| Assigned task |
The records are to be repeated exactly, and any images in them are to be dropped.

| Recorded information |
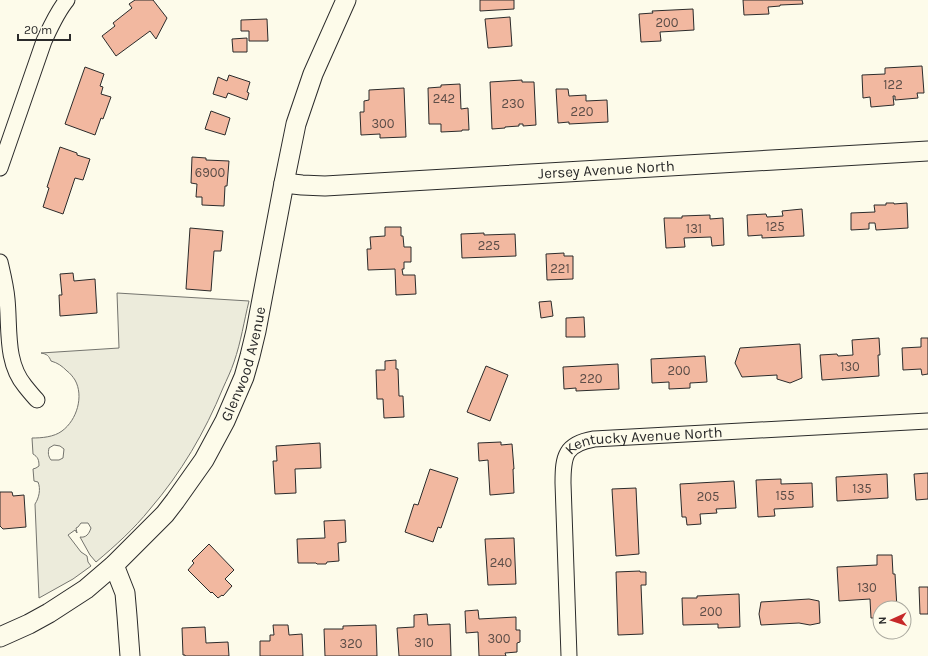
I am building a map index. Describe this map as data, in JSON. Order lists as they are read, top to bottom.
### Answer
{
  "streets": {
    "street": ["Jersey Avenue North", "Glenwood Avenue", "Kentucky Avenue North"]
  },
  "crossings": [
    ["Jersey Avenue North", "Glenwood Avenue"]
  ],
  "house_numbers": [
    "200",
    "122",
    "242",
    "230",
    "220",
    "300",
    "6900",
    "125",
    "131",
    "225",
    "221",
    "130",
    "200",
    "220",
    "135",
    "155",
    "205",
    "240",
    "130",
    "200",
    "300",
    "310",
    "320"
  ],
  "scale_bar": "20 m",
  "north": "left"
}
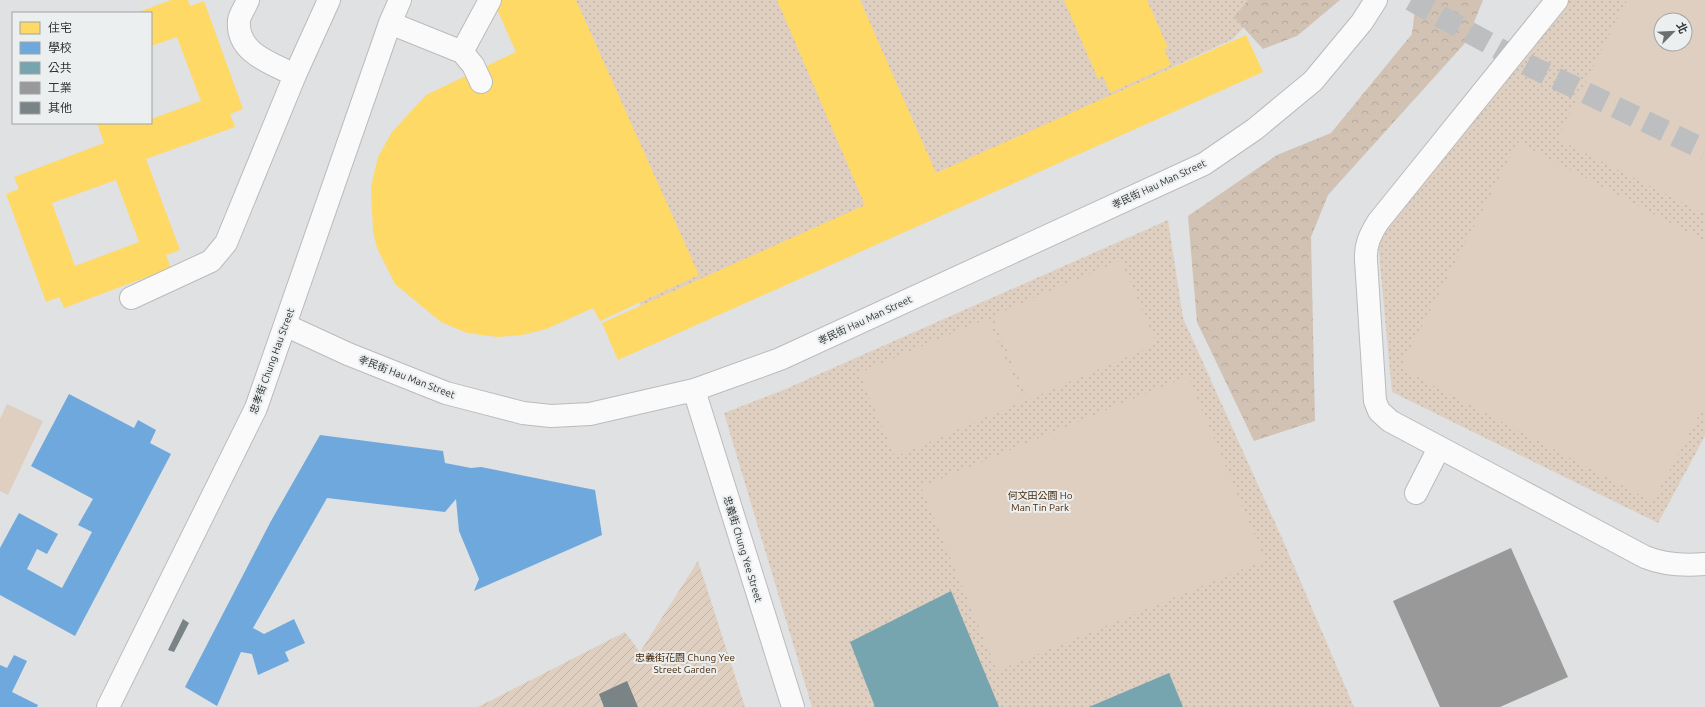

| Answer section |
I am building a map index. Describe this map as data, in JSON. Order lists as they are read, top to bottom.
### Answer
{
  "streets": {
    "street": ["Jersey Avenue North", "Glenwood Avenue", "Kentucky Avenue North"]
  },
  "crossings": [
    ["Jersey Avenue North", "Glenwood Avenue"]
  ],
  "house_numbers": [
    "200",
    "122",
    "242",
    "230",
    "220",
    "300",
    "6900",
    "125",
    "131",
    "225",
    "221",
    "130",
    "200",
    "220",
    "135",
    "155",
    "205",
    "240",
    "130",
    "200",
    "300",
    "310",
    "320"
  ],
  "scale_bar": "20 m",
  "north": "left"
}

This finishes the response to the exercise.